* Problem details
Write the data out again exactly, with no pictures.

* Dataset extract

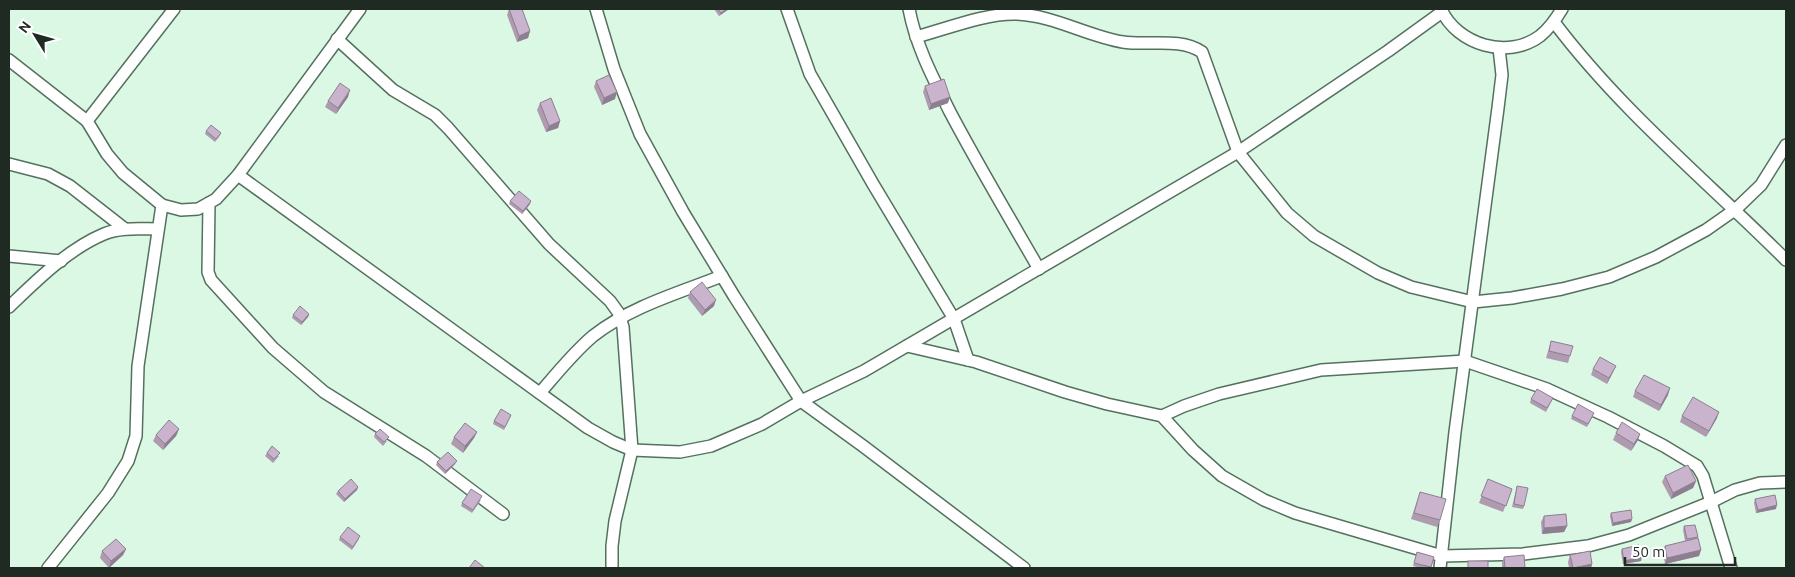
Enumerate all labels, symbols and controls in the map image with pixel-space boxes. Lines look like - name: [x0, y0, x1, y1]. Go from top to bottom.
- north arrow: [10, 10, 60, 60]
- text: N: [15, 18, 34, 36]
- scale bar: [1625, 534, 1735, 566]
- text: 50 m: [1632, 543, 1665, 560]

* Output below
Enumerate all labels, symbols and controls in the map image with pixel-space boxes. Lines look like - name: [x0, y0, x1, y1]. Go from top to bottom.
- north arrow: [10, 10, 60, 60]
- text: N: [15, 18, 34, 36]
- scale bar: [1625, 534, 1735, 566]
- text: 50 m: [1632, 543, 1665, 560]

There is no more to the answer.